Alors j’arrive et comme d’habitude (je deviens une vieille briscarde du service PMA!) je commence par m’enregistrer administrativement auprès du “muppet-show” qui me délivre paperasse et étiquettes autocollantes : mon sésame pour accéder au couloir d’attente de la salle d’examens n°8.

L’attente est courte et hop c’est mon tour, comme la 1ère fois, deux internes m’accueillent en plus du Docteur, elle sont jeunes et je vois de la bienveillance dans leurs yeux : elles ne sont pas encore “blindées” par le service PMA, j’ai l’impression d’être reçue en VIP !

Le Docteur quant à elle reste égale à elle-même, elle résume mon caryotype, mes 12 tubes de prises de sang et mon écho des ovaires en 3 mots : “c’est bon”. Rien de plus. Bon OK j’ai fait une croix sur la ola des internes mais en fait j’aurais voulu avoir le détail des résultats, c’est pas tous les jours qu’on fait un check-up aussi complet ! Je suis un peu déçue mais comme la dernière fois devant ce Docteur, je n’ose pas demander des détails supplémentaires, je le ferais la prochaine fois…

On passe ensuite à l’enquête génétique. On me demande l’origine de mes parents et s’il y a des yeux bleus. De quoi sont mort mes grand-pères et combien mes parents ont de frères et soeurs. Vient ensuite une longue liste de maladies, je dois répondre à l’annonce de chacune si des cas ont été diagnostiqués dans ma famille. J’ai des hésitations : cholestérol, diabète, orteils collés …? Alors je réponds souvent que cela ne me dit rien mais que je n’ai pas de certitudes.

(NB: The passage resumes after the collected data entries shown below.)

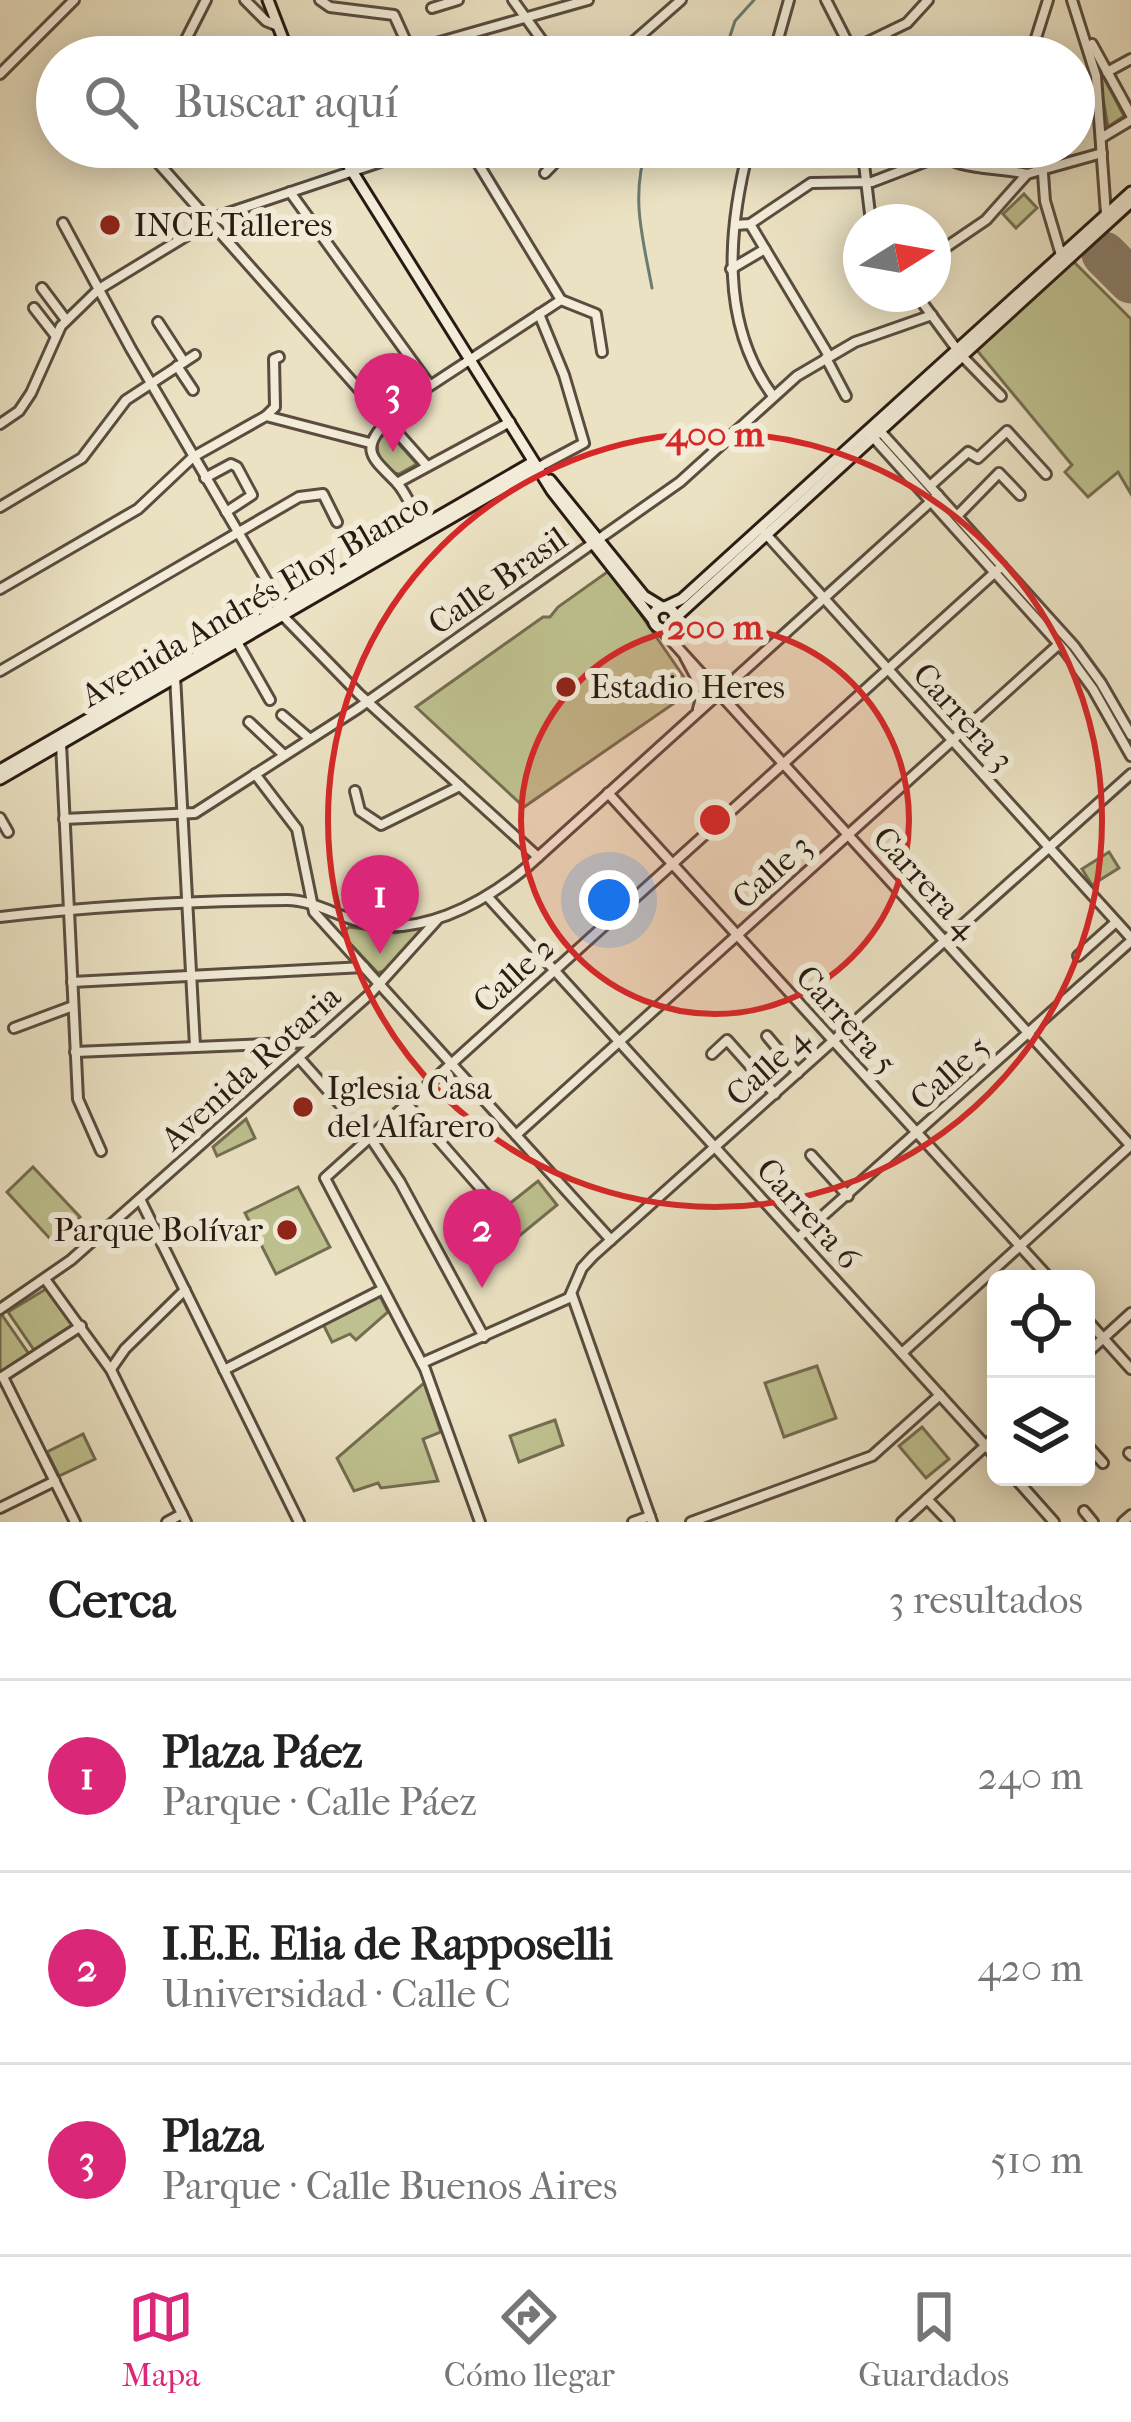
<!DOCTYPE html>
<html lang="es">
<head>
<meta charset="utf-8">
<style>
  :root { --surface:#fff; --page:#f6f6f6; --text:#222; --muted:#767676; --line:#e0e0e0; --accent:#db2777 }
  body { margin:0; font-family:"IM FELL French Canon",serif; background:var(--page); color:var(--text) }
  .controls { position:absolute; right:36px; bottom:36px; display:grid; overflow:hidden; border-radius:18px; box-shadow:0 6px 30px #0003 }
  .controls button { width:108px; height:108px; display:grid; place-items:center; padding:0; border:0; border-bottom:3px solid var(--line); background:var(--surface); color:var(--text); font:60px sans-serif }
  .compass { position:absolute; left:843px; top:204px; width:108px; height:108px; border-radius:50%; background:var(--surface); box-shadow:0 6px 30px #0003; rotate:79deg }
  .you { position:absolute; left:609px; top:900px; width:42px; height:42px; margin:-30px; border:9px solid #fff; border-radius:50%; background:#1a73e8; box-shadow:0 0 0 18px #1a73e833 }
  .badge { display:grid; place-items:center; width:78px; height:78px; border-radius:50%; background:var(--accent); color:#fff; font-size:39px; font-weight:700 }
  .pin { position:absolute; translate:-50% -99px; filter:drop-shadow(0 3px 6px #0008) }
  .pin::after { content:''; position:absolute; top:63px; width:42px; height:36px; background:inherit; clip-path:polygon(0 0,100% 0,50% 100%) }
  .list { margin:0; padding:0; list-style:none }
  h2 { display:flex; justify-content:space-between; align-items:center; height:156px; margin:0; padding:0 48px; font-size:51px }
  h2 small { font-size:39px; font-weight:400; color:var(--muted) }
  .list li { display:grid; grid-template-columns:78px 1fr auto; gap:36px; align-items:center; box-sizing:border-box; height:192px; padding:0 48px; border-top:3px solid var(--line) }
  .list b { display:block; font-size:45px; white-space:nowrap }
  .list p { margin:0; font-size:39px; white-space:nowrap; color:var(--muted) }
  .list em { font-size:39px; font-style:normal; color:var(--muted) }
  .icon { flex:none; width:66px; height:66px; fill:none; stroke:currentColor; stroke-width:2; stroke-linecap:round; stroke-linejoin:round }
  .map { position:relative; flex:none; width:1131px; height:1522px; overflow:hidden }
  .search { position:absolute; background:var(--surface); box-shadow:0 6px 30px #0003; left:36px; right:36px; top:36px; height:132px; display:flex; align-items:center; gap:30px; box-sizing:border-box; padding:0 42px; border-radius:66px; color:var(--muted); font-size:45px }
  .sheet { height:732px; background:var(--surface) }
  nav { display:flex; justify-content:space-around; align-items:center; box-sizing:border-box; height:168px; border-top:3px solid var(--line); background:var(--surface); font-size:33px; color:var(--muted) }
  nav a { display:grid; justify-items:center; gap:6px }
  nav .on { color:var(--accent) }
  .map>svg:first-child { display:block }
  .green { fill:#bec18f; stroke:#746e51; stroke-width:3 }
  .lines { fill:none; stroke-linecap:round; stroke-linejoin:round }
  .stream { stroke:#6c7c71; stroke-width:3 }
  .runway { stroke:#8a7e6b; stroke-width:45 }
  .street-casing { stroke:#5a4c3f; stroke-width:14 }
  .secondary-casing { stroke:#291a13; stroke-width:15 }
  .street { stroke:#f2ecd8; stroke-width:8 }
  .secondary { stroke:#f2ecd8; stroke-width:9 }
  .ring { fill:none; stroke:#d62828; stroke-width:6 }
  .poi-dot { fill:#8f2418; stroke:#f2ecd8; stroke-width:4.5 }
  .labels { text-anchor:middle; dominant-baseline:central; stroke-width:12; stroke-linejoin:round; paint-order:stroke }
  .poi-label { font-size:33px; fill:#291a13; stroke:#f2ecd8; text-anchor:start }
  .street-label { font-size:33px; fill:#291a13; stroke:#f2ecd8 }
  .centre { fill:#d62828; stroke:#f2ecd8; stroke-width:6 }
  .ring-label { font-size:36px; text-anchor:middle; font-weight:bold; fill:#d62828; stroke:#f2ecd8; stroke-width:12; stroke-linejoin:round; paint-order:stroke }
</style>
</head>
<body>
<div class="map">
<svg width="1131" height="1522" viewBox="0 0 1131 1522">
  <rect width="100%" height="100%" fill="#ebe2c3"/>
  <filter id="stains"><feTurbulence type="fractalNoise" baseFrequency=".00167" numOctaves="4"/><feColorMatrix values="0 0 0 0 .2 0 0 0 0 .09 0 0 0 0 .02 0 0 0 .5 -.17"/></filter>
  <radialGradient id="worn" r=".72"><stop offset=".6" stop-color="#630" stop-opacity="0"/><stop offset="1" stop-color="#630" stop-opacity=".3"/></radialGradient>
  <g class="green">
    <polygon points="1103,76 1124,116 1108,127 1099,77"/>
    <polygon points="1024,194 1037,208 1016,228 1003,214"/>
    <polygon points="1073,261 1131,319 1131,494 1118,472 1088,497 1065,472 1072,465 975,348"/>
    <polygon points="388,432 417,464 399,474 388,472 378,456 377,440"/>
    <polygon points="610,570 688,683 686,695 524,807 416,707 543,617 550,617 558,607"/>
    <polygon points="1109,852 1119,868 1092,885 1082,869"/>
    <polygon points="349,927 395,933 418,928 421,930 386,970 378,973 341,934"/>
    <polygon points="246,1119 255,1138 217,1156 213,1147"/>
    <polygon points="33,1167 80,1217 53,1242 7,1192"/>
    <polygon points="538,1181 557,1205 518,1237 498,1213"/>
    <polygon points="298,1187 330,1247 276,1274 245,1213"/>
    <polygon points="46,1289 73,1325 34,1350 8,1312"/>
    <polygon points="380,1296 388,1312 356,1340 350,1334 332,1342 323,1324"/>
    <polygon points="2,1315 29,1354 0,1373 0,1316"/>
    <polygon points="817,1366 836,1418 784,1437 765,1383"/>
    <polygon points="424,1383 441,1432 423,1439 438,1481 381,1488 378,1483 354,1491 337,1458"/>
    <polygon points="555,1420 563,1445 519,1462 510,1436"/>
    <polygon points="922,1427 949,1459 926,1478 899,1446"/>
    <polygon points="83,1434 95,1459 59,1476 47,1452"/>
  </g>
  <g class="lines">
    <g class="stream">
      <polyline points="723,57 735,21 754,0"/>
      <path d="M647,147C630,196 643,239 652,288"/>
    </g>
    <polyline class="runway" points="1104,254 1131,281"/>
    <defs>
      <g id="street">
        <polyline points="245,0 266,21 278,26"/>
        <polyline points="320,0 330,7 394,15 413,57"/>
        <polyline points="513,0 554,57"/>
        <polyline points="826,0 855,57"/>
        <polyline points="1072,0 1096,76 1106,214"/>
        <polyline points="432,8 458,0"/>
        <polyline points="885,34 899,57"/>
        <polyline points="1092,44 1131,115"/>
        <polyline points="851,50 907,23 928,0"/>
        <polyline points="177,57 206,0"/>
        <polyline points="387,57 588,0"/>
        <polyline points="616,57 681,0"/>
        <polyline points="773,57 789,0"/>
        <polyline points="1030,57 1048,0"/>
        <polyline points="1107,72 1131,59"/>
        <polyline points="0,74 74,0"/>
        <polyline points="1101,138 1131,120"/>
        <polyline points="144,147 427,466"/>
        <polyline points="468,147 561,300"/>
        <path d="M749,147C728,229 719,323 773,396"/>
        <polyline points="862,147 871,222"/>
        <path d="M930,147C956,172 993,166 1027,174"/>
        <polyline points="1041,147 1045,201 1061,255"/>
        <polyline points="747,154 766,147"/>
        <polyline points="545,173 570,147"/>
        <polyline points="290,192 429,384"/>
        <polyline points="63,223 131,349 282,607 283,616 359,694 538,857"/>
        <polyline points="750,224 829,356"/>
        <polyline points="735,225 750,224 811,183 872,182 927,161 944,160"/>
        <polyline points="933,256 986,220 1027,174 1102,153"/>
        <polyline points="731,269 765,249"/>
        <polyline points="42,288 66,320"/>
        <polyline points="916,294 961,355 1001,396"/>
        <polyline points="561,300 596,314 602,352"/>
        <polyline points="34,308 55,335"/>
        <polyline points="158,322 184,362"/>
        <polyline points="826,358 846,396"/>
        <polyline points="177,366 193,390"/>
        <polyline points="266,416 275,407 274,359 279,357"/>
        <polyline points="384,416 561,300"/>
        <path d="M388,420C358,451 373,458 397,483C407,494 414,513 422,526"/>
        <polyline points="0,424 19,411 31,393 61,326 99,289 219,216 425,147"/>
        <polyline points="879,430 1074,646 1101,683 1131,735"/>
        <polyline points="872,436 1066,652 1093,689 1131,756"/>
        <polyline points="537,468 584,443 564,375 539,314"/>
        <polyline points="205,478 231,464 237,467 252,495 226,512"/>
        <polyline points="397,483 510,422"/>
        <polyline points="930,486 968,452 978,458 1007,431 1046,474"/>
        <polyline points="0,507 82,458 126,400 195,355"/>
        <polyline points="957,516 999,473 1020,495"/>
        <polyline points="765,533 1131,938"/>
        <polyline points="0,589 138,509 193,457 266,416 370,443"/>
        <polyline points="659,627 1131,1146"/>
        <polyline points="237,642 270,700"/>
        <polyline points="685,657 703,691 698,709"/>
        <polyline points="0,671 299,497 323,494 337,522"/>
        <polyline points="175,676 195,1046"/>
        <polyline points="282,715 310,739"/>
        <polyline points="249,722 284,755"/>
        <polyline points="61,743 78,1099 101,1151"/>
        <polyline points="255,774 297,829 314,912 611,1240"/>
        <polyline points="355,791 360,811 381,825 460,786"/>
        <polyline points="608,793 1050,1279"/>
        <polyline points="0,818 8,832"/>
        <polyline points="64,819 195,813 357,709 680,482 797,376 855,342 932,315"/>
        <polyline points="487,896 996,1457"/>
        <path d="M0,917C94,906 192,901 287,900C311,900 334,914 357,921C417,940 482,904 527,867L938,495"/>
        <polyline points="1078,956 1116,922"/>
        <polyline points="72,982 364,967"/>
        <polyline points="14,1028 73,1006"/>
        <polyline points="767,1036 798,1073"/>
        <polyline points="75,1052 313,1042"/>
        <polyline points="712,1054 727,1040 775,1094"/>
        <polyline points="299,1058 339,1103"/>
        <polyline points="407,1104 497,1207"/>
        <polyline points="516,1135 1059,644"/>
        <polyline points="370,1137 400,1182 484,1337"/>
        <polyline points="811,1155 848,1196"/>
        <polyline points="140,1199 299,1522"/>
        <polyline points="798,1238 1131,941"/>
        <polyline points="45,1279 111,1370 186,1522"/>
        <polyline points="572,1295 652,1522"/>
        <polyline points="0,1309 71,1260 371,993 437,920"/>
        <polyline points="1086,1319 1131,1369"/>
        <polyline points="902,1353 1130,1146"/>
        <polyline points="1086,1354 1131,1313"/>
        <polyline points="422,1363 569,1298 582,1268 593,1256 1131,774"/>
        <polyline points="111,1369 125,1349 185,1290"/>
        <polyline points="224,1370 383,1289"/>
        <polyline points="2,1377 81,1326"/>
        <polyline points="3,1377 75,1522"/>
        <polyline points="1086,1444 1103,1463"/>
        <polyline points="1129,1453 1131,1455"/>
        <polyline points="1014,1477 1054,1522"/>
        <polyline points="927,1499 949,1522"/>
        <polyline points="0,1508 55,1481"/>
        <polyline points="1084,1511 1093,1522"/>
        <polyline points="167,1522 182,1514"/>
        <polyline points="480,1522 425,1369 325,1178 1002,566"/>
        <polyline points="633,1522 650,1516"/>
        <polyline points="691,1522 872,1456 940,1395"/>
        <polyline points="902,1522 996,1436"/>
        <polyline points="1123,1522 1131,1515"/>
      </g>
      <g id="secondary">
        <polyline points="268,0 290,57"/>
        <polyline points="337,147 552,491 654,621"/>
        <polyline points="550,480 644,596 662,607"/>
        <polyline points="665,607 682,599 1131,192"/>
        <circle cx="664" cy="618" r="11"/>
        <polyline points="674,619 1131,202"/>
        <polyline points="0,770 533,462"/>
        <polyline points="0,779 537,468"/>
      </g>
    </defs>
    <use href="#street" class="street-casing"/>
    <use href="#secondary" class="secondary-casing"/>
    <use href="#street" class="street"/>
    <use href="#secondary" class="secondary"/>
  </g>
  <circle cx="715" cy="820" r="194" fill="#d62828" fill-opacity=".12"/>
  <g class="ring">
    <circle cx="715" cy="820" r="194"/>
    <circle cx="715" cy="820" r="387"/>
  </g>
  <g class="poi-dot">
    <circle cx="110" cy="225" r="12"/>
    <circle cx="566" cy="687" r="12"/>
    <circle cx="303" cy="1107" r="12"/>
    <circle cx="287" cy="1230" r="12"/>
  </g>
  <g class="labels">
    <g class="poi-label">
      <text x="134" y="225">INCE Talleres</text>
      <text x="590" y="687">Estadio Heres</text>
      <text x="327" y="1088">Iglesia Casa<tspan x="327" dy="38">del Alfarero</tspan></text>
      <text x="263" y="1230" text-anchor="end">Parque Bolívar</text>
    </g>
    <g class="street-label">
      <text transform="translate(498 581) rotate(-35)">Calle Brasil</text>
      <text transform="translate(255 600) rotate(-30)">Avenida Andrés Eloy Blanco</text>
      <text transform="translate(963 717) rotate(48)">Carrera 3</text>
      <text transform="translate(772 872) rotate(-42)">Calle 3</text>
      <text transform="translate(925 883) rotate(48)">Carrera 4</text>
      <text transform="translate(514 975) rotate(-42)">Calle 2</text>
      <text transform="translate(846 1020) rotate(48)">Carrera 5</text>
      <text transform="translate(768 1067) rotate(-42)">Calle 4</text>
      <text transform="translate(251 1068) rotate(-42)">Avenida Rotaria</text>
      <text transform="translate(950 1073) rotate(-42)">Calle 5</text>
      <text transform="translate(808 1214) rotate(48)">Carrera 6</text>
    </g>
  </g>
  <circle cx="715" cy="820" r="18" class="centre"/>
  <g class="ring-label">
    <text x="715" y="446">400 m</text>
    <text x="715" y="639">200 m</text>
  </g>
  <rect width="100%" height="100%" filter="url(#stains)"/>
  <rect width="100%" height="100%" fill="url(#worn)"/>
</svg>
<div class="controls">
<button><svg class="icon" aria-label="locate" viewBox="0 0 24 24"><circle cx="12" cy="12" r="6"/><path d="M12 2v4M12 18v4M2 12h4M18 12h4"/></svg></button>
<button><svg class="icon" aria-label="layers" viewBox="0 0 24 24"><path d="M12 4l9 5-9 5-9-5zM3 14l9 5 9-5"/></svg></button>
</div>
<svg class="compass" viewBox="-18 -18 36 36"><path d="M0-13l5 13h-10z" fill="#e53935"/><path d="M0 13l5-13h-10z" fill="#767676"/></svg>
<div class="you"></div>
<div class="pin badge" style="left:380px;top:954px">1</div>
<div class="pin badge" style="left:482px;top:1288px">2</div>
<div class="pin badge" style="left:393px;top:452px">3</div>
<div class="search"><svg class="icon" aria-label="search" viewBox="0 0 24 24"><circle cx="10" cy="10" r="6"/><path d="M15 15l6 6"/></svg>Buscar aquí</div>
</div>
<section class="sheet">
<h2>Cerca<small>3 resultados</small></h2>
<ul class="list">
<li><span class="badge">1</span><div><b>Plaza Páez</b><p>Parque · Calle Páez</p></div><em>240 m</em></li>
<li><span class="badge">2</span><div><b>I.E.E. Elia de Rapposelli</b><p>Universidad · Calle C</p></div><em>420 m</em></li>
<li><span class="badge">3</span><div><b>Plaza</b><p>Parque · Calle Buenos Aires</p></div><em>510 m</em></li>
</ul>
</section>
<nav>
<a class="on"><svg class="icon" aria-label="map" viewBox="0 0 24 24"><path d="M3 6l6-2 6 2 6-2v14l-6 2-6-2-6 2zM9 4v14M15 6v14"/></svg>Mapa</a>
<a><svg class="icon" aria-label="directions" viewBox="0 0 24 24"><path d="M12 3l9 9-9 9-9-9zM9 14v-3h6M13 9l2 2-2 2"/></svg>Cómo llegar</a>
<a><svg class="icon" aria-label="saved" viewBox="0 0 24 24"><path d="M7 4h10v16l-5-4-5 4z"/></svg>Guardados</a>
</nav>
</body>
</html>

Pour 1/4 des maladies, le nom m’est étranger, on ne m’explique pas ce que c’est dans le détail, le Docteur coche “non” je trouve ça un peu léger comme investigation et en même temps je me dis que si une maladie grave avait frappé ma famille je le saurais…mon sentiment est mitigé.

Le Docteur m’explique ensuite que j’ai encore 3 RDV à prendre : le psychologue du CECOS, l’infirmière pour me montrer comment faire les picouses et l’anesthésiste pour la ponction. Les RDV sont pris pour le mois prochain (encore un mois à écouler.

Enfin on m’explique le protocole du don avec un petit schéma:

- au 1er jour des règle, mise en repos des ovaires par une injection

- 12 à 15 jours plus tard : contrôle

- suite aux résultats du contrôles : piqûres de stimulation pendant 10 à 12 jours

- Picouse de déclenchement (a faire tard le soir par une infirmière)

- Ponction

En réalité voilà ce qu’il aurait été efficace à mon sens: me passer un coup de fil pour me dire que je suis apte au don d’ovocytes et m’envoyer l’enquête génétique par mail, histoire que je puisse questionner mes grand-mères et mes parents; et histoire aussi que je fasse économiser cette visite inutile (le shéma du don aurait également pu être envoyé par mail!) à la sécu…

Mais je mets ma sensibilité aux finances publiques de côté, et j’appelle Lilipop: c’est bon!!! (comme dirait le Docteur :).Le don aura lieu dans 3 mois…Je suis émue, je suis fière, cette aventure humaine est vraiment extraordinaire.